Monthly Archives: October 2013

Collecting and Managing Data, Part 2

Spreadsheets are a wonderful way to collect data.  There are many advantages and not a few disadvantages.  For starting out the disadvantages are usually minimal.


  1. Almost everybody has a spreadsheet, and anyone can download a free one from Open Office
  2. Rows and columns are an intuitive way to view and think about data and closely mimic rows and columns in a database table
  3. You can see quite a bit of data at a time
  4. It’s easy to copy/paste if there is a lot of similar data


  1. Rows and columns only allow two-dimensional data, and most data is more complex
  2. Only one user can update it at a time, no concurrent access
  3. Even if you can get concurrent access, the spreadsheet model doesn’t lend itself to working concurrently
  4. Most spreadsheets have a row limit which effectively limits the size of your data

For many or most pieces of data, though, a spreadsheet is the best way to organize your data.  As your business grows, those disadvantages will take over and you will grow beyond the spreadsheet.  Even if you don’t, this information is useful.  But if you do, that data that you’ve collected will have to be moved somewhere else, and the act of moving it is going to be difficult unless you’ve created your dataset properly from the beginning.  Properly formatted data can be imported into a true database by a competent programmer.  Improperly formatted data will have to be retyped by hand, introducing errors and taking far more time.

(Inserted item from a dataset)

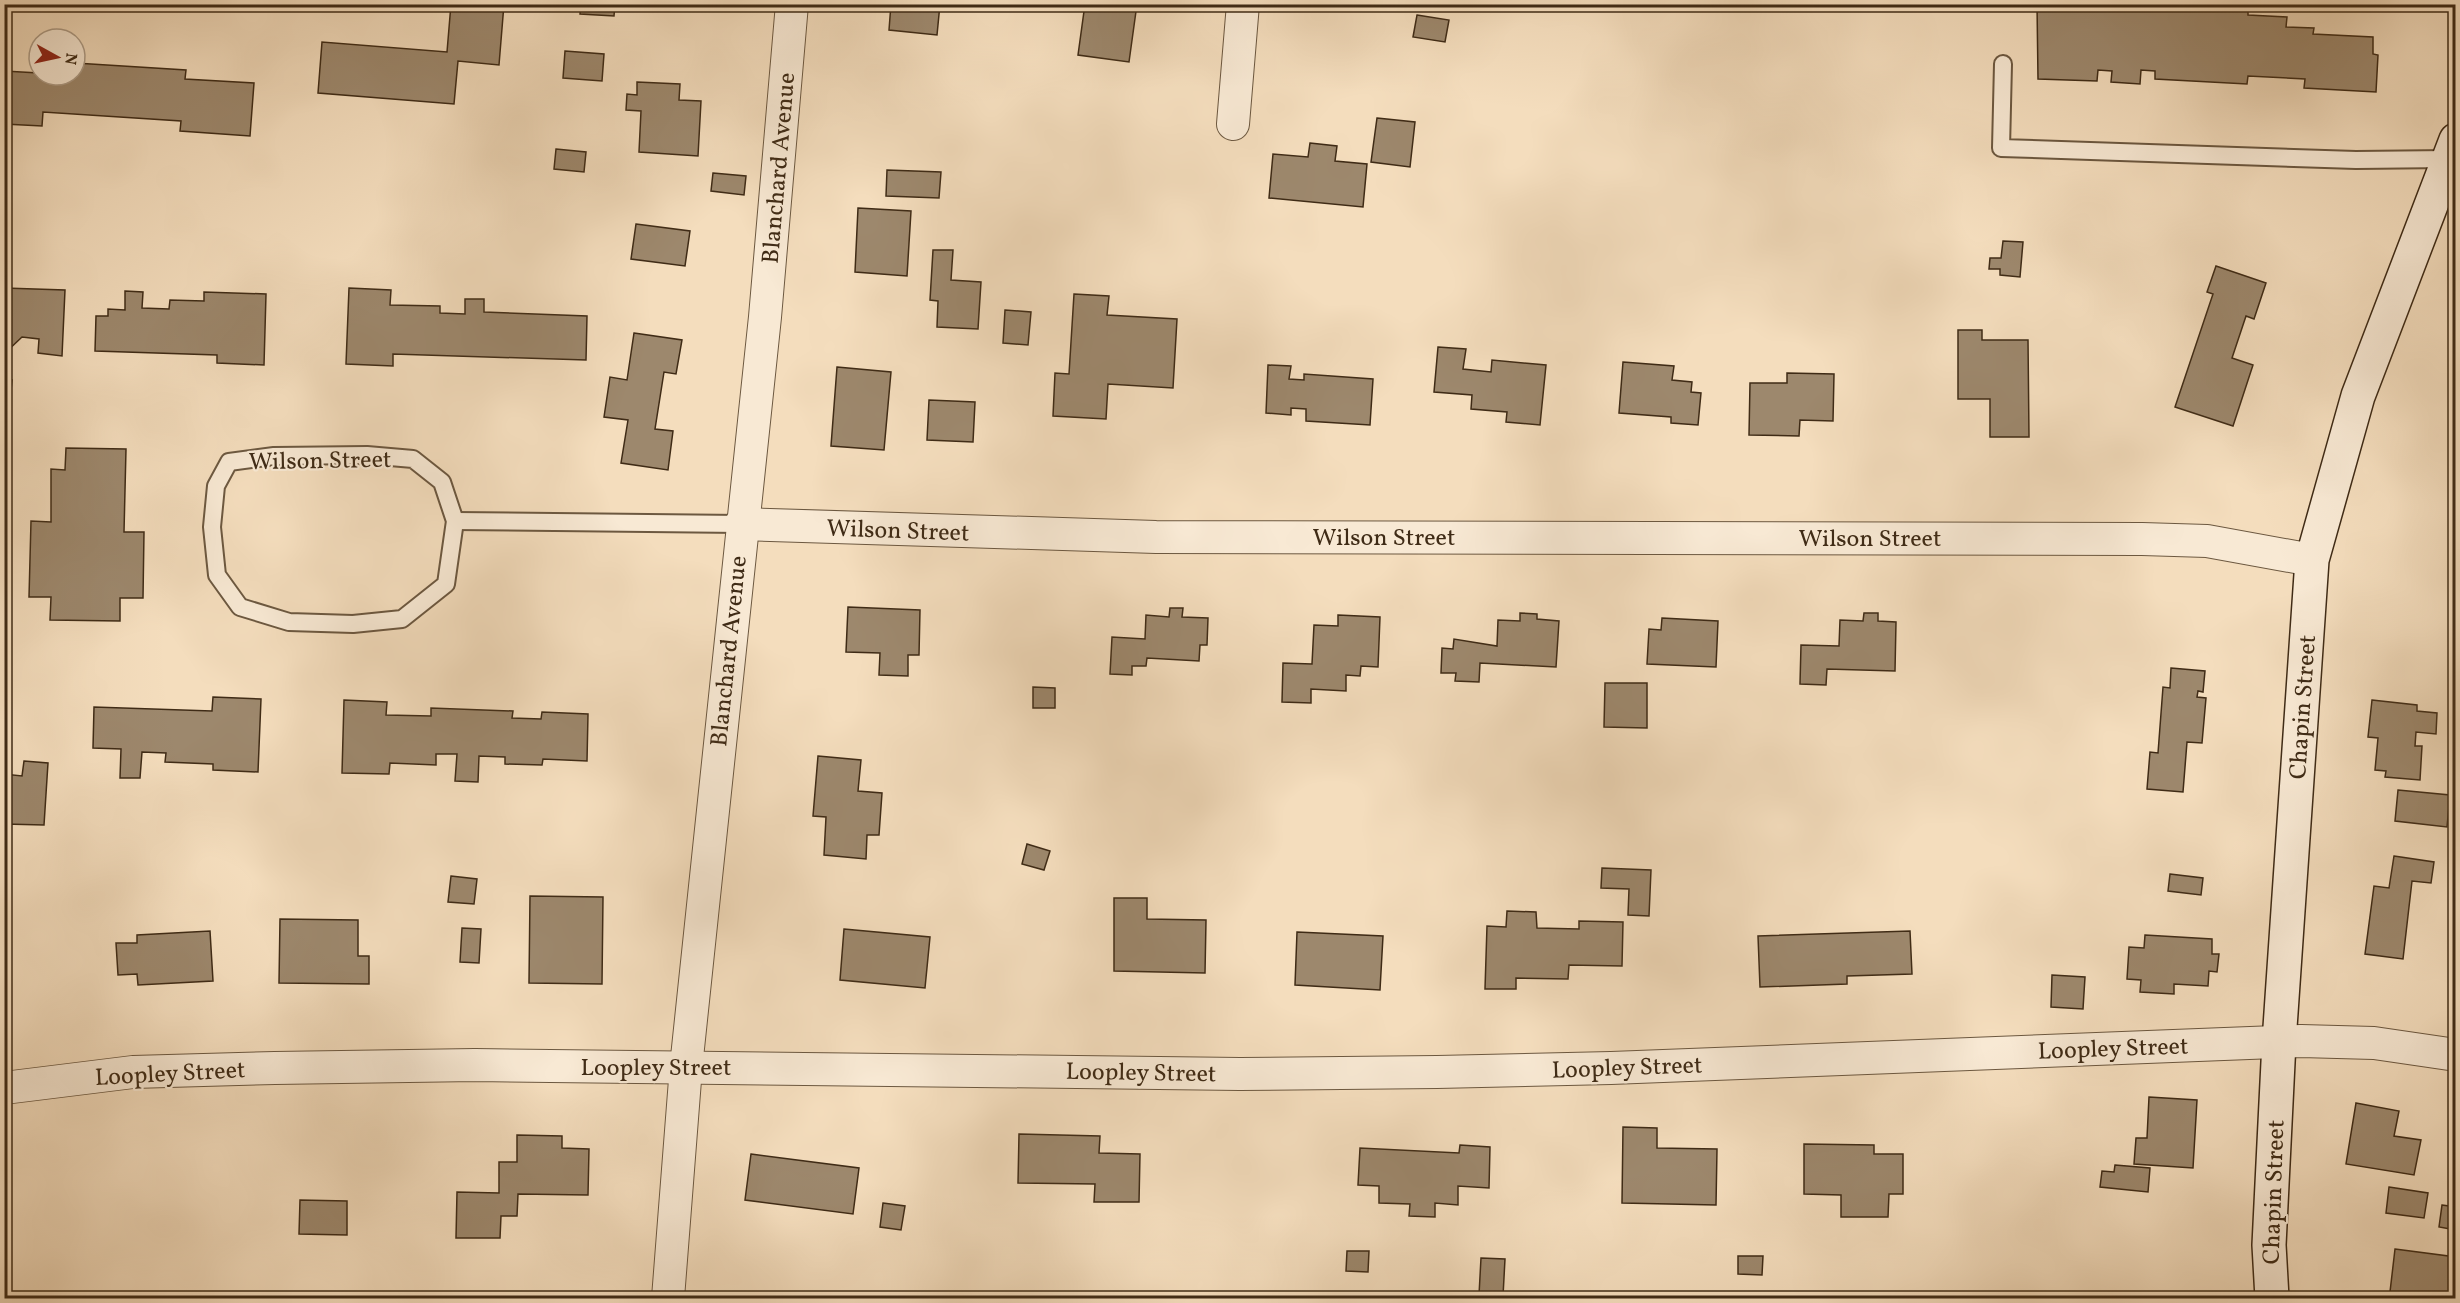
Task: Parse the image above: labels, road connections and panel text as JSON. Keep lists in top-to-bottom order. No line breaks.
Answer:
{"streets":{"main road":["Chapin Street"],"street":["Blanchard Avenue","Wilson Street","Loopley Street"]},"crossings":[["Blanchard Avenue","Wilson Street"],["Blanchard Avenue","Loopley Street"],["Wilson Street","Chapin Street"],["Chapin Street","Loopley Street"]],"north":"right"}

I’m going to start with two rules that you need to keep in mind regardless of where you store your data, but it’s even more important with a spreadsheet.

Rule #1: Always use a serial number for your records

Rule #2: Always format data consistently

If you get nothing else out of this, those two rules will help you immensely.

So let’s talk about these rules.  Rule #1: You always need to use a serial number for your main records.  This means that if you have a list of customers, each customer should have a number.  It should be printed on any documentation created for that customer (e.g. an invoice) so that the customer may be referenced easily.  Of course, you also need to keep track of the address, phone number, etc., and perhaps those pieces of data could be used to find an customer.  But the customer number is the unique key, or “primary key” as we like to call it.  If you have an customer number you can find that unique customer among all others.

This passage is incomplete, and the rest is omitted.